- **Assigned task**:
Pull each line with the string "style" from the entries.

------------------------------------------------------------

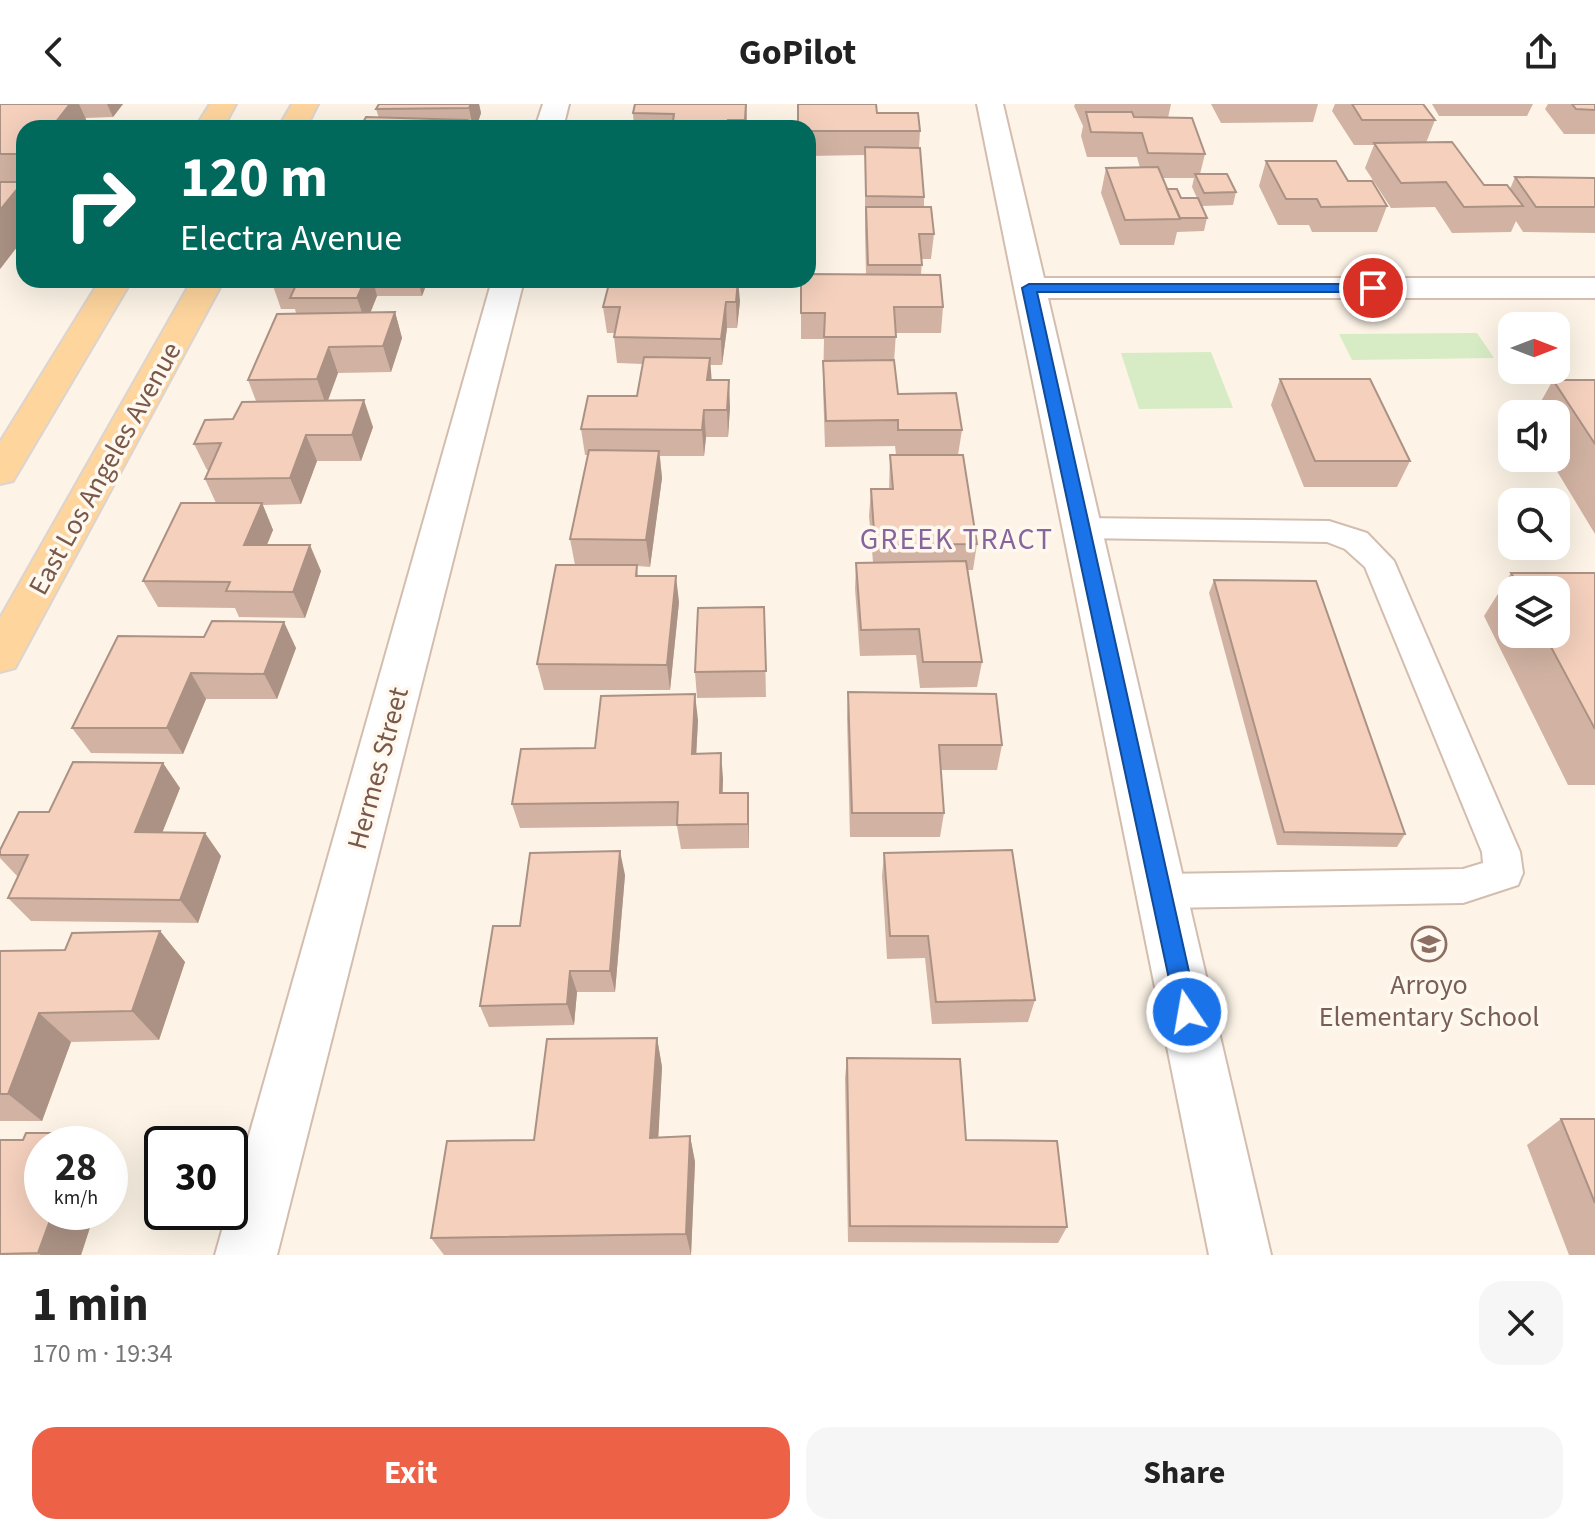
<!DOCTYPE html>
<html lang="en">
<head>
<meta charset="utf-8">
<style>
	:root { --surface:#fff; --page:#f6f6f6; --text:#222; --muted:#767676; --accent:#ed6247 }
	body { margin:0; font-family:"Source Sans 3",sans-serif; background:var(--page); color:var(--text); height:100vh; display:flex; flex-direction:column; font-size:30px; white-space:nowrap }
	* { box-sizing:border-box; margin:0 }
	p { font-size:26px; color:var(--muted) }
	.icon { flex:none; width:44px; height:44px; fill:none; stroke:currentColor; stroke-width:2; stroke-linecap:round; stroke-linejoin:round }
	.map { position:relative; height:1151px; overflow:hidden }
	.panel { display:flex; flex-direction:column; background:var(--surface); flex:1 }
	.panel>* { flex:none }
	.top-card { position:absolute; left:16px; top:16px; width:800px; height:168px; border-radius:24px; box-shadow:0 8px 32px #0002; background:#00695c; color:#fff; overflow:hidden }
	.needle { width:52px; rotate:90deg }
	.tools { position:absolute; left:1498px; top:208px; display:grid; gap:16px }
	.tools a { display:grid; place-items:center; width:72px; height:72px; border-radius:16px; background:var(--surface); box-shadow:0 8px 32px #0002; font-size:40px }
	.speed { position:absolute; left:24px; top:1022px; display:flex; gap:16px; font-size:40px; font-weight:700; text-align:center }
	.speed>* { display:grid; place-content:center; width:104px; height:104px; border-radius:50%; background:var(--surface); box-shadow:0 8px 32px #0002; line-height:1 }
	.speed small { font-size:20px; font-weight:400 }
	.speed .limit { border:4px solid #111; border-radius:12px; background:#fff; color:#111 }
	.pin { position:absolute; display:grid; place-items:center; width:68px; height:68px; color:#fff; margin:-34px; border:4px solid #fff; border-radius:50%; box-shadow:0 2px 8px #0007 }
	.me { position:absolute; width:88px; margin:-44px; rotate:348deg; stroke-linejoin:round; filter:drop-shadow(0 0 6px #0008) }
	.turn { display:flex; align-items:center; gap:28px; height:168px; padding:0 32px; font-size:36px }
	.turn .icon { width:104px; height:104px; stroke-width:2.5 }
	.turn b { display:block; font-size:56px; line-height:68px }
	.round { display:grid; place-items:center; flex:none; width:84px; height:84px; border-radius:24px; background:var(--page) }
	.overview { display:flex; align-items:center; justify-content:space-between; height:136px; padding:0 32px }
	h1 { font-size:48px; font-weight:700; line-height:60px }
	.button { display:flex; gap:16px; margin-top:auto; padding:16px 32px }
	.button a { flex:1; height:92px; border-radius:24px; background:var(--accent); color:#fff; font-size:32px; font-weight:700; line-height:92px; text-align:center }
	.button a+a { background:var(--page); color:var(--text) }
	header { display:flex; justify-content:space-between; align-items:center; height:104px; padding:0 32px; background:var(--surface); font-size:36px; font-weight:700 }
	.map>svg:first-child { display:block }
</style>
</head>
<body>
<header><svg class="icon" aria-label="back" viewBox="0 0 24 24"><path d="M15 5l-7 7 7 7"/></svg>GoPilot<svg class="icon" aria-label="share" viewBox="0 0 24 24"><path d="M12 15V3M7 8l5-5 5 5M5 13v7h14v-7"/></svg></header>
<div class="map">
<svg width="1595" height="1151" viewBox="0 0 1595 1151">
	<rect width="100%" height="100%" fill="#fdf4e7"/>
	<g fill="#d7ecc4">
		<polygon points="1477,229 1494,254 1352,256 1339,230"/>
		<polygon points="1211,248 1233,304 1139,305 1121,249"/>
	</g>
	<g fill="none" stroke-linecap="round" stroke-linejoin="round">
		<g stroke="#d3bdaf" stroke-width="4">
			<polygon id="service" points="1081,414 1329,417 1367,429 1394,457 1520,748 1523,769 1518,781 1463,799 1161,804 1147,799 1142,787 1147,775 1161,770 1463,765 1483,759 1482,748 1365,463 1345,445 1327,438 1081,434 1070,431 1066,424 1070,417"/>
		</g>
		<g stroke="#d3bdaf" stroke-width="4">
			<g id="minor">
				<polygon points="543,0 569,0 563,24 535,24"/>
				<polygon points="977,0 1003,0 1044,174 1595,174 1595,194 1048,194 1271,1151 1209,1151"/>
				<polygon points="492,176 524,176 277,1151 215,1151"/>
			</g>
		</g>
		<g stroke="#dcd4d0" stroke-width="4">
			<g id="primary">
				<polygon points="210,0 236,0 223,24 195,24"/>
				<polygon points="292,0 318,0 306,24 278,24"/>
				<polygon points="100,176 132,176 13,377 0,380 0,338"/>
				<polygon points="192,176 224,176 15,564 0,568 0,514"/>
			</g>
		</g>
		<use href="#service" fill="#fff" fill-rule="evenodd"/>
		<use href="#minor" fill="#fff" fill-rule="evenodd"/>
		<use href="#primary" fill="#fed59d" fill-rule="evenodd"/>
	</g>
	<g fill="#d2b3a3" fill-rule="evenodd">
		<polygon points="0,0 123,0 113,13 85,14 90,24 24,24 24,134 0,165"/>
		<polygon points="379,0 479,0 481,9 476,24 336,24 361,22 379,14 376,5"/>
		<polygon points="746,0 747,24 634,24 633,9"/>
		<path d="M 1075,0 L 1171,0 L 1168,14 L 1205,50 L 1200,70 L 1236,88 L 1233,101 L 1202,102 L 1207,114 L 1204,127 L 1177,128 L 1174,141 L 1120,141 L 1101,89 L 1106,64 L 1140,64 L 1137,53 L 1087,53 L 1081,32 L 1083,22 L 1074,2 ZM 1163,74 L 1194,74 L 1192,83 L 1197,94 L 1181,94 L 1167,85 Z"/>
		<polygon points="1211,0 1318,0 1313,18 1221,19"/>
		<polygon points="1335,0 1423,0 1435,16 1426,39 1484,81 1510,85 1515,73 1595,74 1595,129 1523,128 1516,117 1511,128 1452,129 1435,103 1391,104 1365,64 1374,41 1354,41 1332,7"/>
		<polygon points="1432,0 1533,0 1527,12 1439,12"/>
		<polygon points="1548,0 1595,0 1595,30 1564,30 1545,5"/>
		<polygon points="877,9 920,27 919,44 924,93 924,103 934,130 931,155 922,155 921,171 943,203 941,229 896,229 894,258 898,290 962,326 958,351 977,440 973,466 968,466 982,558 977,583 920,584 916,551 860,552 855,485 856,459 873,458 869,412 871,385 889,385 890,351 896,351 895,342 825,343 823,284 824,235 801,235 801,209 866,171 865,128 865,51 808,52 808,24"/>
		<polygon points="1266,57 1348,77 1387,102 1377,128 1312,128 1309,121 1278,121 1259,82"/>
		<polygon points="273,176 428,176 422,192 377,192 370,208 395,208 402,234 391,268 338,269 328,297 373,323 361,357 317,357 301,400 263,401 273,426 267,441 321,467 305,514 239,513 235,504 158,503 143,477 216,399 205,375 209,366 207,366 194,340 233,315 256,297 248,276 296,209 295,205 281,205 272,179"/>
		<polygon points="740,197 737,224 727,224 722,261 710,261 711,276 730,303 728,333 706,333 704,352 660,352 662,374 650,463 637,462 638,472 679,498 670,586 544,586 537,560 575,461 570,435 588,351 585,351 581,325 637,292 643,260 617,259 614,233 615,229 607,229 603,203"/>
		<polygon points="1280,275 1410,357 1397,383 1304,383 1271,301"/>
		<polygon points="1553,276 1595,276 1595,430 1549,354 1556,354 1556,310 1534,310"/>
		<path d="M 1511,469 L 1595,469 L 1595,681 L 1568,681 L 1484,512 ZM 1512,486 L 1556,486 L 1556,530 L 1512,530 Z"/>
		<polygon points="1214,476 1405,730 1397,743 1277,741 1209,489"/>
		<polygon points="764,503 766,593 697,594 695,568"/>
		<polygon points="118,532 296,544 277,595 206,595 183,650 91,649 72,624"/>
		<polygon points="848,588 1002,641 997,666 940,666 944,709 940,733 850,733 847,614"/>
		<polygon points="698,616 696,650 723,674 722,689 749,713 749,744 681,745 677,722 520,724 512,700 595,644"/>
		<polygon points="180,684 162,728 221,752 198,819 31,817 8,794 18,773 0,754 0,746 49,708"/>
		<polygon points="884,749 1035,896 1028,918 932,920 925,854 887,855 882,772"/>
		<polygon points="625,771 615,888 577,888 574,921 489,923 480,902 520,822"/>
		<polygon points="160,827 185,858 159,936 71,938 42,1017 0,1017 0,847 65,846"/>
		<polygon points="657,934 662,963 658,1033 690,1032 695,1058 691,1151 444,1151 431,1134 534,1036"/>
		<polygon points="847,954 966,1036 1067,1123 1058,1139 848,1138 845,974"/>
		<polygon points="1561,1015 1595,1015 1595,1151 1569,1151 1527,1041"/>
		<polygon points="0,1036 95,1108 81,1151 0,1151"/>
	</g>
	<g fill="#ab9284">
		<polygon points="70,0 79,0 90,24 51,24"/>
		<polygon points="107,0 123,0 113,13"/>
		<polygon points="471,0 479,0 481,9 476,24 473,24 469,4"/>
		<polygon points="746,0 747,24 745,24 745,16"/>
		<polygon points="23,78 24,134 0,165 0,106"/>
		<polygon points="365,176 373,176 377,192 366,220 357,194"/>
		<polygon points="418,176 428,176 422,192"/>
		<polygon points="738,176 740,197 737,224 736,198"/>
		<polygon points="726,198 727,224 722,261 721,235"/>
		<polygon points="395,208 402,234 391,268 383,242"/>
		<polygon points="329,243 338,269 326,301 317,275"/>
		<polygon points="710,254 712,280 707,276"/>
		<polygon points="729,276 730,303 728,333 727,306"/>
		<polygon points="364,296 373,323 361,357 352,331"/>
		<polygon points="704,306 706,333 704,352 702,326"/>
		<polygon points="306,331 317,357 301,400 290,374"/>
		<polygon points="659,347 662,374 650,463 646,436"/>
		<polygon points="262,399 273,426 256,467 244,441"/>
		<polygon points="310,441 321,467 305,514 293,488"/>
		<polygon points="676,472 679,498 670,586 667,561"/>
		<polygon points="284,518 296,544 277,595 264,570"/>
		<polygon points="191,569 206,595 183,650 167,624"/>
		<polygon points="695,590 698,616 695,675 692,650"/>
		<polygon points="721,649 723,674 722,714 720,689"/>
		<polygon points="163,659 180,684 153,752 135,728"/>
		<polygon points="748,689 749,713 749,744 748,720"/>
		<polygon points="205,729 221,752 198,819 180,796"/>
		<polygon points="620,747 625,771 615,888 610,867"/>
		<polygon points="160,827 185,858 159,936 132,907"/>
		<polygon points="570,867 577,888 574,921 567,900"/>
		<polygon points="39,909 71,938 42,1017 8,990"/>
		<polygon points="657,934 662,963 657,1059 650,1034"/>
		<polygon points="81,1029 94,1040 77,1040"/>
		<polygon points="690,1032 695,1058 691,1151 686,1130"/>
		<polygon points="53,1108 95,1108 81,1151 41,1151 38,1149"/>
	</g>
	<g fill="#f4d0bd" stroke="#ab9284" stroke-width="2">
		<polygon points="0,0 70,0 51,24 24,24 24,50 0,50"/>
		<polygon points="379,0 471,0 469,4 376,5"/>
		<polygon points="635,0 746,0 745,16 728,16 727,24 672,24 674,10 633,9"/>
		<polygon points="798,0 876,0 877,9 918,9 920,27 808,27 808,24 798,24"/>
		<polygon points="1352,0 1423,0 1435,16 1362,16"/>
		<polygon points="1572,0 1595,0 1595,6 1576,5"/>
		<polygon points="1086,8 1132,8 1134,13 1192,14 1205,50 1148,49 1142,29 1091,28"/>
		<polygon points="366,13 467,16 464,24 336,24 337,22 361,22"/>
		<polygon points="1452,38 1484,81 1507,81 1523,102 1464,103 1446,78 1401,79 1374,39"/>
		<polygon points="865,43 920,44 924,93 866,92"/>
		<polygon points="1266,57 1336,57 1348,77 1372,77 1387,102 1321,103 1317,95 1286,95"/>
		<polygon points="1158,63 1180,115 1125,116 1106,64"/>
		<polygon points="1195,70 1227,70 1236,88 1204,89"/>
		<polygon points="1515,73 1595,74 1595,103 1536,103"/>
		<polygon points="0,78 23,78 0,106"/>
		<polygon points="1167,85 1177,85 1181,94 1198,94 1207,114 1180,114"/>
		<polygon points="866,103 931,103 934,130 919,130 922,161 868,161"/>
		<polygon points="808,170 940,171 943,203 894,203 896,233 824,233 825,209 801,209 801,176 808,176"/>
		<polygon points="273,176 365,176 357,194 290,194 297,179 272,179"/>
		<polygon points="610,176 738,176 736,198 726,198 721,235 614,233 620,203 603,203"/>
		<polygon points="395,208 383,242 329,243 317,275 248,276 277,210"/>
		<polygon points="644,253 710,254 707,276 729,276 727,306 704,306 702,326 581,325 588,292 637,292"/>
		<polygon points="894,256 898,290 956,289 962,326 898,326 898,316 826,317 823,257"/>
		<polygon points="1280,275 1370,275 1410,357 1315,357"/>
		<polygon points="1553,276 1595,276 1595,340"/>
		<polygon points="364,296 352,331 306,331 290,374 205,375 221,339 194,340 205,316 233,315 242,298"/>
		<polygon points="589,346 659,347 646,436 570,435"/>
		<polygon points="890,351 963,351 977,440 875,441 871,385 893,385"/>
		<polygon points="181,399 262,399 244,441 310,441 293,488 226,487 230,478 143,477"/>
		<polygon points="966,457 982,558 923,558 919,525 861,526 856,459"/>
		<polygon points="556,461 637,461 636,472 676,472 667,561 537,560"/>
		<polygon points="1511,469 1595,469 1595,625 1544,530 1556,530 1556,486 1521,486"/>
		<polygon points="1214,476 1316,477 1405,730 1284,728"/>
		<polygon points="764,503 766,567 695,568 698,504"/>
		<polygon points="212,517 284,518 264,570 191,569 167,624 72,624 118,532 204,533"/>
		<polygon points="848,588 996,590 1002,641 939,641 944,709 852,709"/>
		<polygon points="695,590 692,650 721,649 720,689 748,689 748,720 677,721 678,698 512,700 521,645 595,644 601,592"/>
		<polygon points="73,658 163,659 135,728 205,729 180,796 8,794 28,751 0,751 0,746 19,708 49,708"/>
		<polygon points="1012,746 1035,896 936,898 928,832 890,832 884,749"/>
		<polygon points="620,747 610,867 570,867 567,900 480,902 493,822 520,822 530,749"/>
		<polygon points="160,827 132,907 39,909 8,990 0,990 0,847 65,846 72,829"/>
		<polygon points="657,934 650,1034 690,1032 686,1130 431,1134 447,1037 534,1036 547,935"/>
		<polygon points="847,954 960,955 966,1036 1057,1037 1067,1123 850,1122"/>
		<polygon points="1561,1015 1595,1015 1595,1099"/>
		<polygon points="26,1029 81,1029 77,1040 42,1040 42,1108 53,1108 38,1149 0,1150 0,1036 23,1036"/>
	</g>
	<polygon fill="#1a73e8" stroke="#114b97" stroke-width="2" points="1029,180 1373,180 1380,184 1373,188 1037,188 1198,908 1195,916 1187,919 1179,916 1176,908 1022,184"/>
	<defs>
		<g id="school-ring" transform="scale(1.8)"><circle r="9.5" fill="#fff8ef" stroke="#8d6e63" stroke-width="1.5"/><path d="M0-5L7-2L0 1L-7-2ZM-4 1L0 2.5L4 1V4Q0 6-4 4Z" fill="#8d6e63"/></g>
	</defs>
	<g fill-rule="evenodd">
		<use href="#school-ring" x="1429" y="840"/>
	</g>
	<g text-anchor="middle" stroke-width="7" stroke-linejoin="round" paint-order="stroke">
		<g font-size="28" fill="#79584a" stroke="#fff8ef">
			<text transform="translate(104 364) rotate(-61)" y="10">East Los Angeles Avenue</text>
			<text transform="translate(377 664) rotate(-75)" y="10">Hermes Street</text>
		</g>
		<g font-size="28" fill="#785e54" stroke="#fff8ef">
			<text x="1429" y="890">Arroyo<tspan x="1429" dy="32">Elementary School</tspan></text>
		</g>
		<g font-size="30" letter-spacing="2" fill="#87659c" stroke="#fff8ef">
			<text x="957" y="445">GREEK TRACT</text>
		</g>
	</g>
</svg>
<div class="tools">
<a><svg class="needle" viewBox="-14 -14 28 28"><path d="M0-13l5 13h-10z" fill="#e53935"/><path d="M0 13l5-13h-10z" fill="#767676"/></svg></a>
<a><svg class="icon" aria-label="sound" viewBox="0 0 24 24"><path d="M4 9h4l5-4v14l-5-4H4zM17 9q2 3 0 6"/></svg></a>
<a><svg class="icon" aria-label="search" viewBox="0 0 24 24"><circle cx="10" cy="10" r="6"/><path d="M15 15l6 6"/></svg></a>
<a><svg class="icon" aria-label="layers" viewBox="0 0 24 24"><path d="M12 4l9 5-9 5-9-5zM3 14l9 5 9-5"/></svg></a>
</div>
<div class="speed"><div>28<small>km/h</small></div><div class="limit">30</div></div>
<div class="pin" style="left:1373px;top:184px;background:#d93025"><svg class="icon" aria-label="arrive" viewBox="0 0 24 24"><path d="M6 21V4h12l-3 4 3 4H6"/></svg></div>
<svg class="me" style="left:1187px;top:908px" viewBox="-20 -20 40 40"><circle r="17" fill="#1a73e8" stroke="#fff" stroke-width="3"/><path d="M0-11L8 9 0 5-8 9z" fill="#fff"/></svg>
<div class="top-card">
<div class="turn"><svg class="icon" aria-label="right" viewBox="0 0 24 24"><path d="M7 20v-9h11M14 6l5 5-5 5"/></svg><div><b>120 m</b>Electra Avenue</div></div>
</div>
</div>
<section class="panel">
<div class="overview"><div><h1>1 min</h1><p>170 m · 19:34</p></div><a class="round"><svg class="icon" aria-label="close" viewBox="0 0 24 24"><path d="M6 6l12 12M18 6L6 18"/></svg></a></div>
<div class="button"><a>Exit</a><a>Share</a></div>
</section>
</body>
</html>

------------------------------------------------------------

- **Result of this exercise**:
<style>
</style>
<div class="pin" style="left:1373px;top:184px;background:#d93025"><svg class="icon" aria-label="arrive" viewBox="0 0 24 24"><path d="M6 21V4h12l-3 4 3 4H6"/></svg></div>
<svg class="me" style="left:1187px;top:908px" viewBox="-20 -20 40 40"><circle r="17" fill="#1a73e8" stroke="#fff" stroke-width="3"/><path d="M0-11L8 9 0 5-8 9z" fill="#fff"/></svg>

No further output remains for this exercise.